A round disc of moment of inertia $I_2$ about its axis perpendicular to its plane and passing through its centre is placed over another disc of moment of inertia $I_1$ rotating with an angular velocity $\omega$ about the same axis. The final angular velocity of the combination of discs is

• A. $\frac{I_2\omega}{I_1+I_2}$
• B. $\omega$
• C. $\frac{I_1\omega}{I_1+I_2}$
• D. $\frac{(I_1+I_2)\omega}{I_1}$

Answer 1

The Correct Option is C

The problem involves the application of the principle of conservation of angular momentum. Let's analyze the situation step-by-step to arrive at the solution.

1. Initially, only the first disc with moment of inertia $I_1$ is rotating with an angular velocity $\omega$.
2. The second disc with moment of inertia $I_2$ is initially at rest.
3. When the second disc is placed on top of the first disc, they start rotating together about the same axis.
4. The principle of conservation of angular momentum states that if no external torques are acting on a system, the initial angular momentum of the system will be equal to the final angular momentum.

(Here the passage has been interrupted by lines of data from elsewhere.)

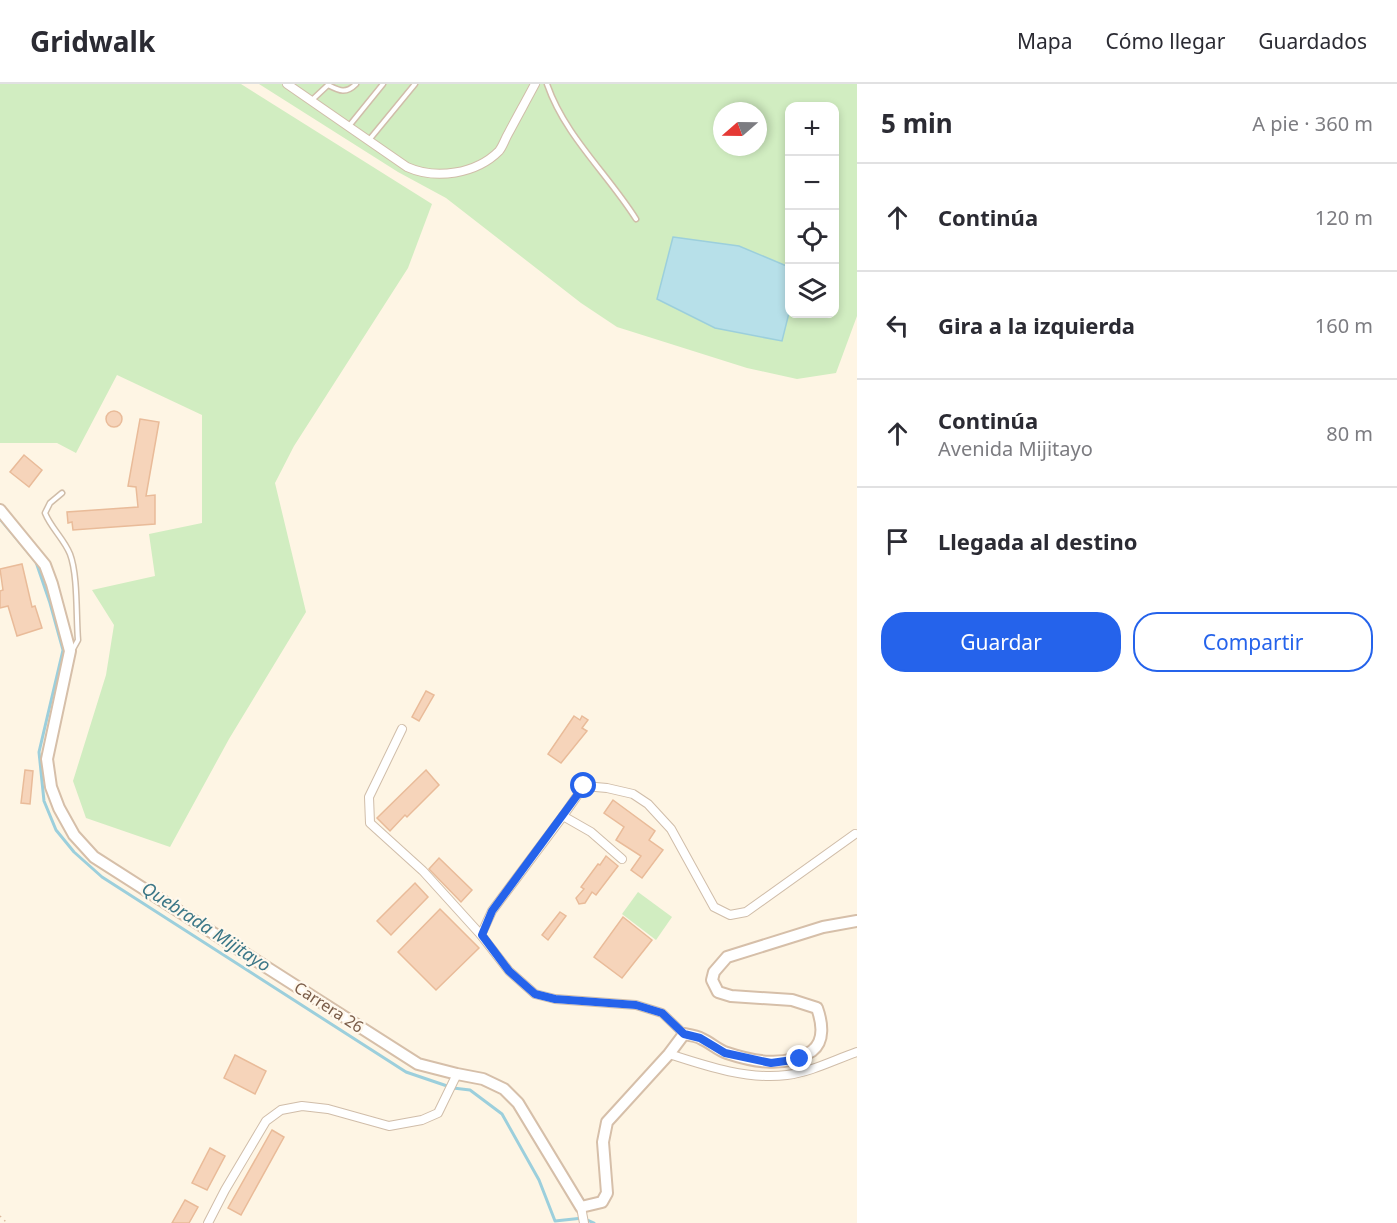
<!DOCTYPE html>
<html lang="es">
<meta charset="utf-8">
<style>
:root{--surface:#fff;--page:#f7f7f7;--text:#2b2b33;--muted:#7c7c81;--line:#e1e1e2;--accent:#2563eb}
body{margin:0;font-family:"Noto Sans",sans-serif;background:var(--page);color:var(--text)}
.controls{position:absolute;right:18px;top:18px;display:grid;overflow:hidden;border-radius:12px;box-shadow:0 3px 9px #0003}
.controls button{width:54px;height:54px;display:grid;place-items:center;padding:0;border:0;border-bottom:2px solid var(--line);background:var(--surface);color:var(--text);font:30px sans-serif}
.compass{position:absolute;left:713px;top:18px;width:54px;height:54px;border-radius:50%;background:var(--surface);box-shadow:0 3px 9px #0003;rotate:250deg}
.stop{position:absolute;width:18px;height:18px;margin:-14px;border:4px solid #2563eb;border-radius:50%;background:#fff}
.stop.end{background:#2563eb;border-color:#fff;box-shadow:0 2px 6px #0008}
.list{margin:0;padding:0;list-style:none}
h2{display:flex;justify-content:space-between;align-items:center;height:78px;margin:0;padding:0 24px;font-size:26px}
h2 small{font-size:20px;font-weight:400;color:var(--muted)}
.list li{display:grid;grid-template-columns:39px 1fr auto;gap:18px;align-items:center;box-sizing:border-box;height:108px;padding:0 24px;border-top:2px solid var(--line)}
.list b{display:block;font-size:22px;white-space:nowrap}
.list p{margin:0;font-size:20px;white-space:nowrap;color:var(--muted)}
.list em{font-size:20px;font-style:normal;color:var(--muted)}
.actions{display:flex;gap:12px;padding:18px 24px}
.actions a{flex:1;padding:14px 0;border:2px solid var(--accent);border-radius:24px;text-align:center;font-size:21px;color:var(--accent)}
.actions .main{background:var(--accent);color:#fff}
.icon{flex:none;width:33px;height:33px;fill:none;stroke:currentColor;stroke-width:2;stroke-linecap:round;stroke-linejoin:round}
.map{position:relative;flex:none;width:857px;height:1139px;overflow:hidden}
header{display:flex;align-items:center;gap:36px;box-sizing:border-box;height:84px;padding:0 30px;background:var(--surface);border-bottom:2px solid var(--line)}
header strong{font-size:28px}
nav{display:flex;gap:33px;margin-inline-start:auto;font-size:21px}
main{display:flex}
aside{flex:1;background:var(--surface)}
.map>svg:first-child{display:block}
</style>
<header>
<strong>Gridwalk</strong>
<nav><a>Mapa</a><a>Cómo llegar</a><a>Guardados</a></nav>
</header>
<main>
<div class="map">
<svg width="857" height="1139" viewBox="0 0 857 1139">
<rect width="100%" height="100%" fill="#fef5e4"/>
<g fill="#d1edc1" fill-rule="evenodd">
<path d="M 0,0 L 241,0 L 432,120 L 408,184 L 294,362 L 275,399 L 306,528 L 229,655 L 170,763 L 86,734 L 73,697 L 106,591 L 114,541 L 92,506 L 155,492 L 149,450 L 202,439 L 202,331 L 117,291 L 76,369 L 57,359 L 0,359 Z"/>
<path d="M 259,0 L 857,0 L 857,232 L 836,289 L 797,295 L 747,284 L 617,243 L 581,219 L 446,114 L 398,88 ZM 790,22 L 834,22 L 834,230 L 790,230 ZM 722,27 L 758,27 L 758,63 L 722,63 Z"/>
<path d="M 638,808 L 672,833 L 656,856 L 622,830 Z"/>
</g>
<path fill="#b7e0e9" stroke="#9ccfdc" stroke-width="1.5" d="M 673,153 L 739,162 L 789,183 L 789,229 L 782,257 L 715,244 L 657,215 Z"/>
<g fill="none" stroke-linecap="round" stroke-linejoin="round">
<path stroke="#9ccfdc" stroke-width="3" d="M 0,435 L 36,478 L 50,519 L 63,566 L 39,668 L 44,717 L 56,746 L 74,768 L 102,793 L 406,988 L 453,1004 L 470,1006 L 502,1030 L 539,1096 L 555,1137 L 583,1134 L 594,1139"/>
</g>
<g fill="#f6d4ba" stroke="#e9bb99" stroke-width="1.5">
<circle cx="114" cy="335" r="8"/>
<path d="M 140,335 L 159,338 L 146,412 L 155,411 L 155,440 L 73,446 L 72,438 L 68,439 L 67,428 L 138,423 L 136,403 L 128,402 Z"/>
<path d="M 24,371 L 42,386 L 29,403 L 10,388 Z"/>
<path d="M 22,480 L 32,523 L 35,522 L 42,544 L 17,552 L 8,522 L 0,524 L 0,507 L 3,506 L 0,485 Z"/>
<path d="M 426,607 L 434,611 L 419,637 L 412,633 Z"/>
<path d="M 574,632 L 580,636 L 582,632 L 588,636 L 582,644 L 587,647 L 561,679 L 548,670 Z"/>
<path d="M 25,686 L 33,687 L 30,720 L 21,719 Z"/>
<path d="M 426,686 L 439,701 L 407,733 L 405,731 L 390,747 L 377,734 Z"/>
<path d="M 613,716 L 655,747 L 649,756 L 663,766 L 642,794 L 631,786 L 641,772 L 616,756 L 624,743 L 604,729 Z"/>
<path d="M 606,772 L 618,782 L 596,811 L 592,808 L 585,819 L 579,820 L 576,814 L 584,805 L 581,803 L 598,780 L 600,781 Z"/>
<path d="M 439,774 L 472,806 L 461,818 L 429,785 Z"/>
<path d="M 415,799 L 428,813 L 391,851 L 377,837 Z"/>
<path d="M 440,825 L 479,864 L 436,906 L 398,868 Z"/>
<path d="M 560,828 L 566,832 L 548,856 L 542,851 Z"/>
<path d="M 623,833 L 652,856 L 622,894 L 594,873 Z"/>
<path d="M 235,971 L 266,987 L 255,1010 L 224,994 Z"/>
<path d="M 272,1046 L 284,1053 L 241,1131 L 228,1124 Z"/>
<path d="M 210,1064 L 225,1072 L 207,1106 L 192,1099 Z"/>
<path d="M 185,1116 L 198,1123 L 189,1139 L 172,1139 Z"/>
</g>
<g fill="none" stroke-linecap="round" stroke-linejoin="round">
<defs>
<g id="lane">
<path d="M 547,0 C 565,52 607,89 636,135"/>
<path d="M 328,1 C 340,7 346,10 356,0"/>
<path d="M 312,16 L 328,1"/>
<path d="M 349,42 L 383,0"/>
<path d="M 369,56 L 415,0"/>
<path d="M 62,409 L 50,419 L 45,429 C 51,444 64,455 70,470 C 78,491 76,532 78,556 L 73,565"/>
</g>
<g id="street">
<path d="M 287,0 L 407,83 C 436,96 476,90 499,67 C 503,62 505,55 508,50 C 517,33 526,17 535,0"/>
<path d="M 402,645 L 369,713 L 370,739 L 423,787 L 481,851"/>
<path d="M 563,732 L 584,702 L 607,704 L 633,710 L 648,720 L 671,745 L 714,823 L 730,831 L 746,828 L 855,750"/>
<path d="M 622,775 L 591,748 L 563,732 L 492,827 L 481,851 L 509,887 L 535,910 L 555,915 L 636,921 L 662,929 L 684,950"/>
<path d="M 669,970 C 706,982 747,996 787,991 C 811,988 834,976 857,968"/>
<path d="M 581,1123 L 584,1139"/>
<path d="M 208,1139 L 225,1106 L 266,1037 L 281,1026 L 302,1022 L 328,1025 L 389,1042 L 422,1036 L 438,1029 L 457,990"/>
</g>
<path id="secondary" d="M 0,426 L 45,481 L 52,500 L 70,567 L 47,675 L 51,703 L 59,724 L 74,751 L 94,773 L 418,980 L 457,990 L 483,995 L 504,1005 L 518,1019 L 581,1123 L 602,1118 L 607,1109 L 603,1058 L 607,1038 L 669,970 L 684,950 C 690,951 697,952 702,955 C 711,959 718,966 727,969 C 754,978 786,984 812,967 C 825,957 822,938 817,924 L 792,916 L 731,912 L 718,908 L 712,896 L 714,888 L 727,873 L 823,843 L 857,837"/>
</defs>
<use href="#lane" stroke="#d0bda9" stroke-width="7"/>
<use href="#street" stroke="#d0bda9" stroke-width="10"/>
<use href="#secondary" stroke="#d6bfa9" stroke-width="14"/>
<path stroke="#dbb89d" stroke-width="1.5" stroke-dasharray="1.5 4.5" stroke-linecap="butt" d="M 0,1132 L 7,1139"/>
<use href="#lane" stroke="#fff" stroke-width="4"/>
<use href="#street" stroke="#fff" stroke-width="8"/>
<use href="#secondary" stroke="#fff" stroke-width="10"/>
</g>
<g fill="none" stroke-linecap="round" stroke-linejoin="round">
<path stroke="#2563eb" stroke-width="8" d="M 584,702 L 492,827 L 482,851 L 509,887 L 535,910 L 555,915 L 636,921 L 662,929 L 684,950 L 700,954 L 725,969 L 771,979 L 800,975"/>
</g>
<g text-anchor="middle" stroke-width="4.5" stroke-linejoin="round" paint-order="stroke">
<g font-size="16" fill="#795b47" stroke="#fff8ec">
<text transform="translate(329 923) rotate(33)" y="6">Carrera 26</text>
</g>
<g font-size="18" font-style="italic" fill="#3c7787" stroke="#fff8ec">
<text transform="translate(206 843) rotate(33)" y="6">Quebrada Mijitayo</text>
</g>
</g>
</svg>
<div class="controls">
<button>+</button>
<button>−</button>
<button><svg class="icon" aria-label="locate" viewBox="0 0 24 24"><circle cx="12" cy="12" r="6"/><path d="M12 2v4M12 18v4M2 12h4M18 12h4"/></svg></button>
<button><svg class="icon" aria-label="layers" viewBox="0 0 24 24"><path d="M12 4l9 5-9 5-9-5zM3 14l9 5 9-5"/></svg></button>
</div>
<svg class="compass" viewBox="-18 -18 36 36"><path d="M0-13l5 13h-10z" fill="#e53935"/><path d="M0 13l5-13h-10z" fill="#7c7c81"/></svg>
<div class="stop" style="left:584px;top:702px"></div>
<div class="stop end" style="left:800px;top:975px"></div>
</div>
<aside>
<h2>5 min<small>A pie · 360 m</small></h2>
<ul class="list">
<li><svg class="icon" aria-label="ahead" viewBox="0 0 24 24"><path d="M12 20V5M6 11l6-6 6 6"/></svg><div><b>Continúa</b></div><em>120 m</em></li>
<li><svg class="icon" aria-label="left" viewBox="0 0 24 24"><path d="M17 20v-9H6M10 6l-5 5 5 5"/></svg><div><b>Gira a la izquierda</b></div><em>160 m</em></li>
<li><svg class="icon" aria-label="ahead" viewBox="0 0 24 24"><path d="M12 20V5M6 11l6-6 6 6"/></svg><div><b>Continúa</b><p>Avenida Mijitayo</p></div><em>80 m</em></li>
<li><svg class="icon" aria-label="arrive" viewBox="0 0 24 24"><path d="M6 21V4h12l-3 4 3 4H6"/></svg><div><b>Llegada al destino</b></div></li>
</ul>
<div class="actions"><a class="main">Guardar</a><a>Compartir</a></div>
</aside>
</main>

Mathematically, this can be expressed as:

L_{\text{initial}} = L_{\text{final}}

Where:

• Initial Angular Momentum, L_{\text{initial}} = I_1 \times \omega
• Final Angular Momentum, L_{\text{final}} = (I_1 + I_2) \times \omega_f

Equating initial and final angular momentum:

I_1 \omega = (I_1 + I_2) \omega_f

Solving for the final angular velocity \omega_f, we get:

\omega_f = \frac{I_1 \omega}{I_1 + I_2}

Thus, the correct answer is \frac{I_1 \omega}{I_1 + I_2}.

This solution efficiently uses the conservation of angular momentum to find the final angular velocity of the combined system of discs.